Image 2– The thrill of copying files: Joseph Gordon-Levitt as Snowden.

Relying on theories put forth by Campbell and Propp on the “hero’s journey,” Olesen (415) makes a crucial contribution to the study of the whistleblower film as he identifies a hero’s journey of the whistleblower that at the same time constitutes a dramaturgical pattern of the whistleblower film: “(1) discovery of wrongdoing; (2) search for internal rectification; (3) experience of retaliation; (4) shifting loyalties; and (5) public disclosure.” These five steps can be found in almost every whistleblower film, with shifting emphasis on each of the points.
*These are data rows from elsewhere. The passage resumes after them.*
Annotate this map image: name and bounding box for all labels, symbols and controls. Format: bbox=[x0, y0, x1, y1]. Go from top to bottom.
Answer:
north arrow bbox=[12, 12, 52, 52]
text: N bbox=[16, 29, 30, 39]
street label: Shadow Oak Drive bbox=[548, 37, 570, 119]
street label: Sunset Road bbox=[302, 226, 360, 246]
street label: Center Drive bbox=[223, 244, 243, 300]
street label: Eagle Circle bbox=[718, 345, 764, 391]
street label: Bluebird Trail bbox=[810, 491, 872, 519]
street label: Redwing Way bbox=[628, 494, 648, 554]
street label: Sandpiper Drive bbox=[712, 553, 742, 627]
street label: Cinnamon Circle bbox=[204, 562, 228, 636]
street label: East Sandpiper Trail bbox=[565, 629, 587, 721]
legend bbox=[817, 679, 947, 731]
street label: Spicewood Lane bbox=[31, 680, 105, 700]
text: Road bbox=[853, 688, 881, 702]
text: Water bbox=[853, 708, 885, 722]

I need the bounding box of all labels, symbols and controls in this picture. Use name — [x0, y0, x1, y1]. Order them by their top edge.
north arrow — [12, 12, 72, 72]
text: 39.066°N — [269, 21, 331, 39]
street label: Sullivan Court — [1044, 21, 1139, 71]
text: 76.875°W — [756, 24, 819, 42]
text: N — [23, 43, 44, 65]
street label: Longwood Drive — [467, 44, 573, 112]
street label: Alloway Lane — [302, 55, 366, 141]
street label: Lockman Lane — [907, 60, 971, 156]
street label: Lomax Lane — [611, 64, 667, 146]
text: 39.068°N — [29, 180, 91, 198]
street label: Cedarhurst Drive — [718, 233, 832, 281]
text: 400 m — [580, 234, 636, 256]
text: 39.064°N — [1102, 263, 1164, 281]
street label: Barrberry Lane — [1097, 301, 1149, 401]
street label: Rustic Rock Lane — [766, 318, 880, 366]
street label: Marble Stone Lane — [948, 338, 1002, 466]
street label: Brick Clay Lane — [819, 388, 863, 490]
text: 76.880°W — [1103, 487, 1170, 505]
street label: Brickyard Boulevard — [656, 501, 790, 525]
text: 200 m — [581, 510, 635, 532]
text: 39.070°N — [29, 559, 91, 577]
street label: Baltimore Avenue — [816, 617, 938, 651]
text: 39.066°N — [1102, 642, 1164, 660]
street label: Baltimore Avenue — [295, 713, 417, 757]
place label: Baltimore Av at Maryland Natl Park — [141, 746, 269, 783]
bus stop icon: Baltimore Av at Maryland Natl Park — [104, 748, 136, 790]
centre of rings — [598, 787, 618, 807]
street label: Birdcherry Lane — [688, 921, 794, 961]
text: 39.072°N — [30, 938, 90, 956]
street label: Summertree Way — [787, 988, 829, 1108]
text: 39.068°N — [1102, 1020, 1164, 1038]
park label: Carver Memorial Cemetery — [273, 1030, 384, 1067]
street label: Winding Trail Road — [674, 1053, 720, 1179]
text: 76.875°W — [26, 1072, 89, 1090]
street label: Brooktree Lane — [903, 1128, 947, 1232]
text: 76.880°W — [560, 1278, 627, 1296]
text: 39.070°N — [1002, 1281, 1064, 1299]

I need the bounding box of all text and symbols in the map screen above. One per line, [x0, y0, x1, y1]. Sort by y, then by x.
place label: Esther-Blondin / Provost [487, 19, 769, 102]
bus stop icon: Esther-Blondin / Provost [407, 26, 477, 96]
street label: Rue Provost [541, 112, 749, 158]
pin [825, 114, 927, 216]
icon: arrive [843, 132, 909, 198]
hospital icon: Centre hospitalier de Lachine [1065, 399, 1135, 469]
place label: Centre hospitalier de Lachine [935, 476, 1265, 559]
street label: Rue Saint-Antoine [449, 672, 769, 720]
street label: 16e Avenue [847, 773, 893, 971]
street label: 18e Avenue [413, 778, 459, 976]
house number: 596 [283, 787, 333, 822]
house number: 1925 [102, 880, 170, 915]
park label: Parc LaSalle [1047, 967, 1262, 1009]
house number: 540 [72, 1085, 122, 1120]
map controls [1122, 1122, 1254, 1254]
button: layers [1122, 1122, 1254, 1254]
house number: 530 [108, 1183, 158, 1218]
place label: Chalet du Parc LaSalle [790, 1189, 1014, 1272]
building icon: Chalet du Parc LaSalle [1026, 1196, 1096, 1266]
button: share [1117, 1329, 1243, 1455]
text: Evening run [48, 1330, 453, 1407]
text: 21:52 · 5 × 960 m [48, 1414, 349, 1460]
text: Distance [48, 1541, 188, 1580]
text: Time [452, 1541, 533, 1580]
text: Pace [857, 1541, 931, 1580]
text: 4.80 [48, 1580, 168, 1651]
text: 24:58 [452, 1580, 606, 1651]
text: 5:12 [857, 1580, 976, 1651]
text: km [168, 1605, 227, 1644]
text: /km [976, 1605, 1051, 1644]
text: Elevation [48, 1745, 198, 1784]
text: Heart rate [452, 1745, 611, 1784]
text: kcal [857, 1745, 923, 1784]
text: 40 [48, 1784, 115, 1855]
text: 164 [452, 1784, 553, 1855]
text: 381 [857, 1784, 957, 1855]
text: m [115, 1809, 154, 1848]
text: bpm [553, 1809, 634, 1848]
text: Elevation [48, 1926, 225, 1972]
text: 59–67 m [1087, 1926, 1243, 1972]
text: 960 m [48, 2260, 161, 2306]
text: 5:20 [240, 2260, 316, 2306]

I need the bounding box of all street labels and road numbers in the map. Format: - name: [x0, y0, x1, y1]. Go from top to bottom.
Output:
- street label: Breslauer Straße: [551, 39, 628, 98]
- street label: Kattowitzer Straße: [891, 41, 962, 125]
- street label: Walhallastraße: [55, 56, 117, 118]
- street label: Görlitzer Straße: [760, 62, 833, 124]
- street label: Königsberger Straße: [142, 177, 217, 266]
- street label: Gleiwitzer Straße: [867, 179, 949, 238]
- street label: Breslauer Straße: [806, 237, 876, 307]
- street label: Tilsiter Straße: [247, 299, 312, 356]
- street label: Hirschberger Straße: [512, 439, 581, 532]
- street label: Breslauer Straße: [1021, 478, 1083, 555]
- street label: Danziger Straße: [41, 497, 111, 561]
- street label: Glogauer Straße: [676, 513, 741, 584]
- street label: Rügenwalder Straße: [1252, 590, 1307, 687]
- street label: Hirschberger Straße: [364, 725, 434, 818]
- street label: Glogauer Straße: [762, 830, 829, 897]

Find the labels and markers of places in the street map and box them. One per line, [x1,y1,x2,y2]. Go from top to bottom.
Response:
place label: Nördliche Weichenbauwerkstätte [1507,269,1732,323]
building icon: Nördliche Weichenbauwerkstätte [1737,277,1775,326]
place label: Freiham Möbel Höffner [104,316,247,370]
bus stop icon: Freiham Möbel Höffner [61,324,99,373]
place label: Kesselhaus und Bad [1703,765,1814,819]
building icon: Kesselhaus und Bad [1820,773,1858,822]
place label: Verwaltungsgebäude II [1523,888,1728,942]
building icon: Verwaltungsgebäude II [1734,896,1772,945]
Apart from this, I would like to point out further thematic traits that can be detected within this genre: the job negation, the hero/villain trajectory and the negotiation of public and private sphere, which I will explore separately in the next chapter.

To briefly summarize: whistleblower films revolve around an employee who decides to uncover wrongdoings by his/her employer, and show the struggle for the truth to come out, the repercussions and whistleblower’s efforts to stay safe. There is also usually a “helper” (Olesen) figure, a reporter for instance, who follows the whistleblower on his/her path. Depending on the case, the films end with the reveal of the wrongdoings and sometimes the vindication of the whistleblower. These films also revolve around an important issue – nuclear energy, pollution, tobacco industry etc.

Furthermore, the whistleblower film can be divided into two subcategories: the films centered around the figure of the whistleblower like Serpico, Silkwood, Snowden, etc., and films that deal with whistleblowers indirectly, but still can be considered to be a part of the genre, since they show the whistleblowers and their helpers in tandem, like All the President’s Men, The China Syndrome (1979) or, albeit in an altogether different tone, The Fifth Estate (2013). Although Silkwood or On the Waterfront, apart from being whistleblower films, can also be framed as social dramas rather than political thrillers, they share some of the properties of the political thriller, as for instance the most important one stated by Koebner and Wulff: the fight between the oppressor and the oppressed, or the weak against the strong; the fight against the “moloch” of the state apparatus (15) and other power structures.

Three Distinct Motifs

The Job Negation

The thematization of the negation of the employee’s identification with their job which sets this genre apart from many others, since many film genres revolve around a certain job description: cowboy, journalist, cop, lawyer, FBI agent, etc. The job of the main character is in this case not “just a job,” but the characters obsession, as for instance Kronemeyer notes that an important part of the Woodward and Bernstein Watergate investigations, as depicted in All the President’s Men, is first and foremost their enthusiasm, zeal and their drive to succeed in their journalist work (232). Bradshaw also notes the importance of this attitude in Official Secrets: “[the protagonist] has an idealism, work ethic and professionalism that made her an excellent intelligence operative in the first place, and yet it is precisely these things that made her rebel” (Bradshaw). The act of whistleblowing seems to be therefore a dialectical reversal, the same thing that enables an employee to be excellent in his/her job also serves as a powerful weapon against their former employers, of course with dire consequences.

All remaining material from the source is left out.